▶ [WHAT YOU SHOULD DO] Which lines in the data below contain the string "limit"? Show each one.

▶ [Dataset entries]
※ ※ ※
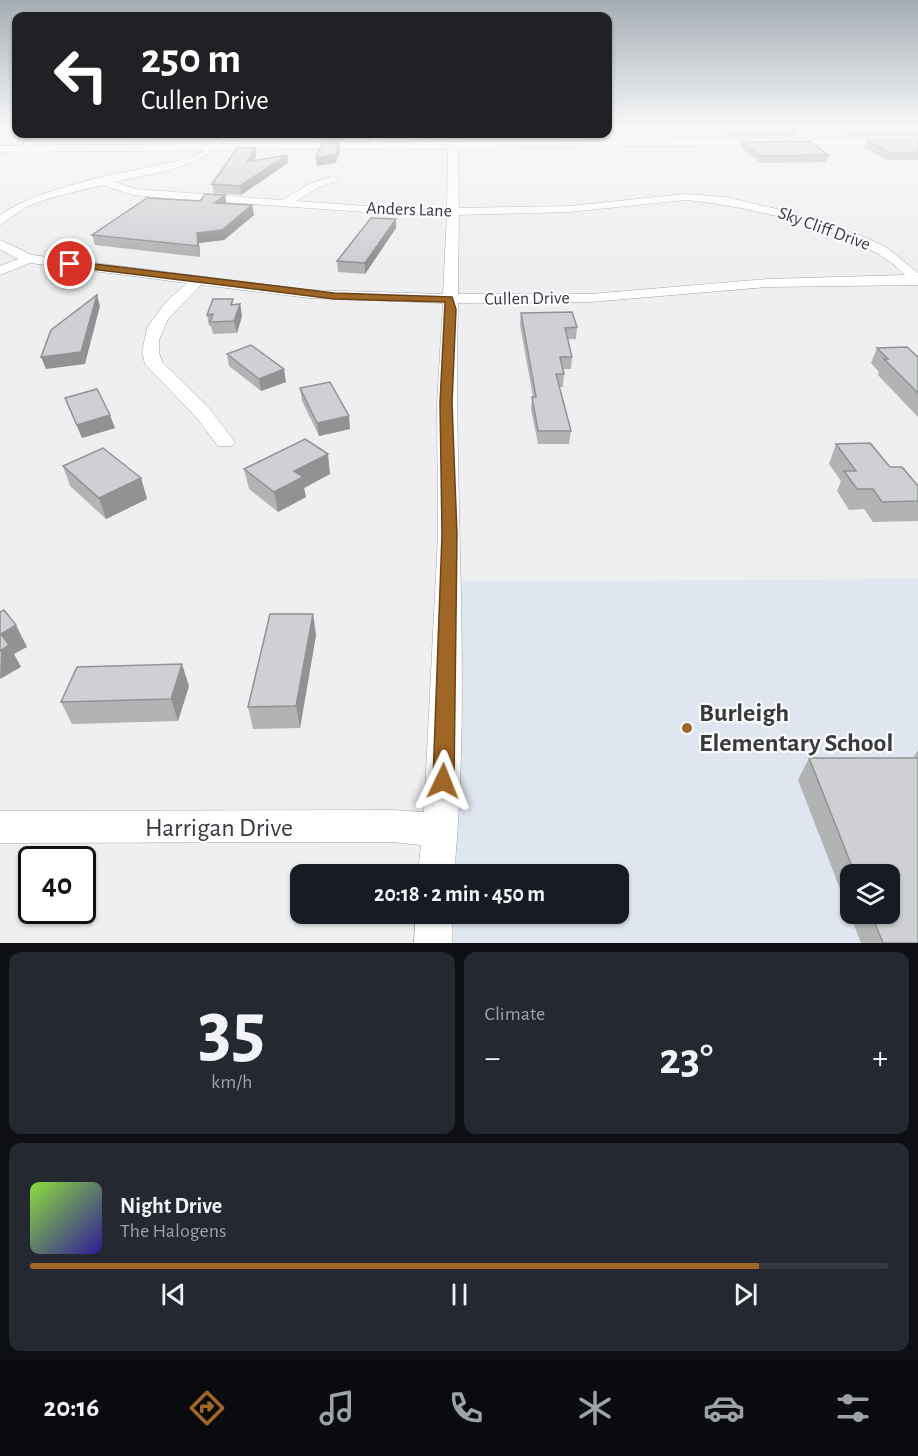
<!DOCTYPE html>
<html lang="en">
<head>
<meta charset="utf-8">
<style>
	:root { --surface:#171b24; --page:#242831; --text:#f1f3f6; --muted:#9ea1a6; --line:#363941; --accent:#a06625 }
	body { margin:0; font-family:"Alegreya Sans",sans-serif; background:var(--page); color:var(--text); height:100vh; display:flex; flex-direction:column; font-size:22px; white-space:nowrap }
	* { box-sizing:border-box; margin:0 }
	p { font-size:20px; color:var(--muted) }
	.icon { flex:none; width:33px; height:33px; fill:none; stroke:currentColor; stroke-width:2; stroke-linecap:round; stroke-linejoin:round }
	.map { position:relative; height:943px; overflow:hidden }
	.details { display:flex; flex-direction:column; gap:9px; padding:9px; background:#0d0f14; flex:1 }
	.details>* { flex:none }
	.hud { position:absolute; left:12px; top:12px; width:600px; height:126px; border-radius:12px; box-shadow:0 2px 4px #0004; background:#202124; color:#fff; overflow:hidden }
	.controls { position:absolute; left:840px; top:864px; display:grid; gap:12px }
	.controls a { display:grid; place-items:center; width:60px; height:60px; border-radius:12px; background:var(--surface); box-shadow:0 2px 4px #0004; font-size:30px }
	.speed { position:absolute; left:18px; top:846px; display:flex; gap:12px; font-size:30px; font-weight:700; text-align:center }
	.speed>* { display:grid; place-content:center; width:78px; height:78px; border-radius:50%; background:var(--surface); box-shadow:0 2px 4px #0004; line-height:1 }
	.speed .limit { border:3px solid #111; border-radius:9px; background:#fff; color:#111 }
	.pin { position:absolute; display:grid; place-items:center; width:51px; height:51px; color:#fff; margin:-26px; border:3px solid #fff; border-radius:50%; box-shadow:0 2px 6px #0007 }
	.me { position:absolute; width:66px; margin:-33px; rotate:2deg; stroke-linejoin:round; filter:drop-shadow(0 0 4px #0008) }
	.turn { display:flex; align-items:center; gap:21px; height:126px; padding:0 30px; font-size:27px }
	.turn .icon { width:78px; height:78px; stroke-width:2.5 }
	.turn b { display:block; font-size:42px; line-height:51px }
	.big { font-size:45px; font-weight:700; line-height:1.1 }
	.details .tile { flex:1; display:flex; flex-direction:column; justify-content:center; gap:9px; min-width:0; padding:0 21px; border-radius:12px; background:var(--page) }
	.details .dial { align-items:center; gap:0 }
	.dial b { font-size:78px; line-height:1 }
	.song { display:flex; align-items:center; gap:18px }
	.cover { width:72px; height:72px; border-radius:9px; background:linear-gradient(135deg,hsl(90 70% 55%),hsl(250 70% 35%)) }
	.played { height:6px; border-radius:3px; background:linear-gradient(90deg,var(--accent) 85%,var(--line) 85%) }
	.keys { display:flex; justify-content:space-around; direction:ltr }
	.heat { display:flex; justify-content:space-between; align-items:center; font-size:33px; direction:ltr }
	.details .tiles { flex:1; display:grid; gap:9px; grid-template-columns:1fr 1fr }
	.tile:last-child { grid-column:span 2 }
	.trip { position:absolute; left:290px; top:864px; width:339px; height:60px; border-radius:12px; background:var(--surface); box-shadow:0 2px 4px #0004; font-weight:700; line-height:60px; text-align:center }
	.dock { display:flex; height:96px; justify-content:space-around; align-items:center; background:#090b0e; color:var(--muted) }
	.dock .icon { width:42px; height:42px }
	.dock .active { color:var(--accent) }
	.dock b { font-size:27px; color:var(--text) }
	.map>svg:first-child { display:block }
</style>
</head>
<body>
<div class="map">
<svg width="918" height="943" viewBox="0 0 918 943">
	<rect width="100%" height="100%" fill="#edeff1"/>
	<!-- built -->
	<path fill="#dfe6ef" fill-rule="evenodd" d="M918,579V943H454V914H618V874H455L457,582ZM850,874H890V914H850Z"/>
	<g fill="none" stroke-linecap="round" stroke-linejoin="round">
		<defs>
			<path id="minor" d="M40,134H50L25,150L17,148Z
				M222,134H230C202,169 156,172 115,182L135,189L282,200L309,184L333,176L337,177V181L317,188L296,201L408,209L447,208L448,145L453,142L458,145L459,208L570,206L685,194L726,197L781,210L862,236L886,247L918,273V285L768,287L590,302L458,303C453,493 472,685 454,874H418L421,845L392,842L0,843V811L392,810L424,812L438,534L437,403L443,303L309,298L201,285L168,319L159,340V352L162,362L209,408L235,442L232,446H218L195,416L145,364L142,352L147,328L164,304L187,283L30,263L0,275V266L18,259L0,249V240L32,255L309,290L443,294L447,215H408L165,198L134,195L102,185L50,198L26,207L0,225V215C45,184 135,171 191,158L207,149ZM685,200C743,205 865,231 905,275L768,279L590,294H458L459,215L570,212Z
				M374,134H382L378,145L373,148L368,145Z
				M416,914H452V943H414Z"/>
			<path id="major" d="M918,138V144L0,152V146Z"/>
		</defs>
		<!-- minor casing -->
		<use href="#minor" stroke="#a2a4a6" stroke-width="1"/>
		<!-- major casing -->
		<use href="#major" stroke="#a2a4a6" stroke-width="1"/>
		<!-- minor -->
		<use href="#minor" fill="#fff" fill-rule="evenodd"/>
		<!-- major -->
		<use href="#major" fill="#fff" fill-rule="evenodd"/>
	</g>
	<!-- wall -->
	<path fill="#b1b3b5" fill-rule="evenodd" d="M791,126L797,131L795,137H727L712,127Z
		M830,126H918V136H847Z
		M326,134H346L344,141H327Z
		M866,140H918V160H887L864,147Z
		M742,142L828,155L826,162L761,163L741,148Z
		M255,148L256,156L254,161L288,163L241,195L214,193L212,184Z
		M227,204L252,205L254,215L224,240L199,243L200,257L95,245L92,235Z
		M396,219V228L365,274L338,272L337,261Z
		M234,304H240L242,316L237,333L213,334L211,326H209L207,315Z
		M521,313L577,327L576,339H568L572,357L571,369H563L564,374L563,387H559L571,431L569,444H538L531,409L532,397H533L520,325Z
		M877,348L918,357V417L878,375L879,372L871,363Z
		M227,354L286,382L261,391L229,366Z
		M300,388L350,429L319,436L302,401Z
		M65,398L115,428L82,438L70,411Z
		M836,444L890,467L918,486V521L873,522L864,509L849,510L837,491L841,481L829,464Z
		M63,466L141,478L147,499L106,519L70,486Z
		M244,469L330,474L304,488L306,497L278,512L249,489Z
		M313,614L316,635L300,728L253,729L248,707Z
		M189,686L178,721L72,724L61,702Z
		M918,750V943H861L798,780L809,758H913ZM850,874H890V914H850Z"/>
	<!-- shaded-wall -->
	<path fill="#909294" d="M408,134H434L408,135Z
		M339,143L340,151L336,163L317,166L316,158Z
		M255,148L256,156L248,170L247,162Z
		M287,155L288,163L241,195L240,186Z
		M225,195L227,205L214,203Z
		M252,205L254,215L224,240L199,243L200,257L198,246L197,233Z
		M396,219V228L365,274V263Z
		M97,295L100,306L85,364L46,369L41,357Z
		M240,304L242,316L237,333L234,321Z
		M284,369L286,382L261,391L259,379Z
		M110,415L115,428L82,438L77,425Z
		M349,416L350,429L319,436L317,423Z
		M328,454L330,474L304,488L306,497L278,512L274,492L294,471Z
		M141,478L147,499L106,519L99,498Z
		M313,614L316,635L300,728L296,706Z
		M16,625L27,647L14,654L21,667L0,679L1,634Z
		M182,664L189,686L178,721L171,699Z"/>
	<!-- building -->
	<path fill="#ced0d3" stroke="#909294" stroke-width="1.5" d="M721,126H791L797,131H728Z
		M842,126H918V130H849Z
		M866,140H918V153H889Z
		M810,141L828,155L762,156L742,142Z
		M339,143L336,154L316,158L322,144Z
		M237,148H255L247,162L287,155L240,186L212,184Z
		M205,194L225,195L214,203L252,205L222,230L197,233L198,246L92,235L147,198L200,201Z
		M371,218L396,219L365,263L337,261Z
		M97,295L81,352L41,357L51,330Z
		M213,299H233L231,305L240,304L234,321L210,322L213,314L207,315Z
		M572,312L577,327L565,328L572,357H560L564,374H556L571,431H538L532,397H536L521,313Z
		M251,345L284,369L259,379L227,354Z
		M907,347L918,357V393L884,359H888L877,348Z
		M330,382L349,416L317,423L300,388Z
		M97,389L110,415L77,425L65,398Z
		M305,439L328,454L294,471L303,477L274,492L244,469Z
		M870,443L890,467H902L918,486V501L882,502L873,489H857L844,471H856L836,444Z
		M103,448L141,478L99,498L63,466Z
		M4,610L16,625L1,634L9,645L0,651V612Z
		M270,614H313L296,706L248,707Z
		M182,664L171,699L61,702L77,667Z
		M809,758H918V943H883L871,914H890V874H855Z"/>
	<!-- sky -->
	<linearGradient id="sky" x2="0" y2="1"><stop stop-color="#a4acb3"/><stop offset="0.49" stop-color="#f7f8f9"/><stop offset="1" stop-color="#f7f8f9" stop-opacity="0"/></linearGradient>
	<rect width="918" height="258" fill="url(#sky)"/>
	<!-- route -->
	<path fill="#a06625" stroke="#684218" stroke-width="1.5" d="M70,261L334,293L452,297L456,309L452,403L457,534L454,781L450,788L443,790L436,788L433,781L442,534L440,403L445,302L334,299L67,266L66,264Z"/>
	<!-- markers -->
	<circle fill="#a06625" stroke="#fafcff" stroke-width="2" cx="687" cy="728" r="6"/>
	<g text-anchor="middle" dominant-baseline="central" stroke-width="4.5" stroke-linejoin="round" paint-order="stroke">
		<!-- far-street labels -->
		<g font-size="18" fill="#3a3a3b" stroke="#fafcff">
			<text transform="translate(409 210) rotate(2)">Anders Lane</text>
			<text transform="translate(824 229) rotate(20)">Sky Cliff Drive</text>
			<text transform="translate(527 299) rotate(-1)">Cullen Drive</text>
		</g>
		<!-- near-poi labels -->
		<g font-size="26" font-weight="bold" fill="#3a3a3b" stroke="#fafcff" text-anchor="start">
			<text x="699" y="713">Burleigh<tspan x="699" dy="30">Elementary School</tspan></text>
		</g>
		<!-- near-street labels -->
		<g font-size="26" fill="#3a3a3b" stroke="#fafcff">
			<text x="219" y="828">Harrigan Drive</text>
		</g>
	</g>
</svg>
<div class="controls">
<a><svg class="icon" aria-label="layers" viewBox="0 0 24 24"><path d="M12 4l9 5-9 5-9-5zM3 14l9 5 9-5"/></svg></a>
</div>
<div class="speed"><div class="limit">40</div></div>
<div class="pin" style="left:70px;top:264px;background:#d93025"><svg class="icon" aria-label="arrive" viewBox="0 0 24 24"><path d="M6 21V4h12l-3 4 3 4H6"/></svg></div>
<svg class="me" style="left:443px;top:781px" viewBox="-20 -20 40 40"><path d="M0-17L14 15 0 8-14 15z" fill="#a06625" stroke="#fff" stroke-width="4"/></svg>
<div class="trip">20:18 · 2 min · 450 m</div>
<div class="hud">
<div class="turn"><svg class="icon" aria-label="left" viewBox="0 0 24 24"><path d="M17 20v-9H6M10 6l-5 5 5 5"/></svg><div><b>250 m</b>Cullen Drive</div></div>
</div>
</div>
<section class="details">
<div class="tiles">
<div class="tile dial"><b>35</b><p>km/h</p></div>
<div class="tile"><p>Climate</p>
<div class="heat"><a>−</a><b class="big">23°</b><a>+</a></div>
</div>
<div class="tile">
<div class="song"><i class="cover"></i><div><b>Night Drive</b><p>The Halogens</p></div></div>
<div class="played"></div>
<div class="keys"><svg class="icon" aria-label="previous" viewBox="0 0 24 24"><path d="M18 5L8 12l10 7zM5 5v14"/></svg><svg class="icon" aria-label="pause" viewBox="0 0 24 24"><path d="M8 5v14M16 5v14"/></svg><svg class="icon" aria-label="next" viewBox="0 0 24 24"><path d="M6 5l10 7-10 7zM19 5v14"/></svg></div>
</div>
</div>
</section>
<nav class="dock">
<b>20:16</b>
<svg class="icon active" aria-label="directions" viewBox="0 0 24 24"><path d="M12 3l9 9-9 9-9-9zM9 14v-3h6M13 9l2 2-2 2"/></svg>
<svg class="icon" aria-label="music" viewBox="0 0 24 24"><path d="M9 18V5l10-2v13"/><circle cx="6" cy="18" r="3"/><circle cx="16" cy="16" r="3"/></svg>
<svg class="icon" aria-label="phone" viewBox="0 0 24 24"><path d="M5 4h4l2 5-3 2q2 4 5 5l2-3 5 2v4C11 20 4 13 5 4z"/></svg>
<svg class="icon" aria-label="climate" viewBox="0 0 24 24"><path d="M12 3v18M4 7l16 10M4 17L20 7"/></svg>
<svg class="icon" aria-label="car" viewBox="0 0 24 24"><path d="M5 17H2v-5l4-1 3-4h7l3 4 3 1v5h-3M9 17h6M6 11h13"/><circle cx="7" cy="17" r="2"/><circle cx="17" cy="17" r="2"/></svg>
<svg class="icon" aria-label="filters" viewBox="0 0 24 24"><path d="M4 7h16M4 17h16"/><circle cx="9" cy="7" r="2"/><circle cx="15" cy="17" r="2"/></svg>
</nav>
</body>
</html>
※ ※ ※
▶ [ANSWER SECTION]
	.speed .limit { border:3px solid #111; border-radius:9px; background:#fff; color:#111 }
<div class="speed"><div class="limit">40</div></div>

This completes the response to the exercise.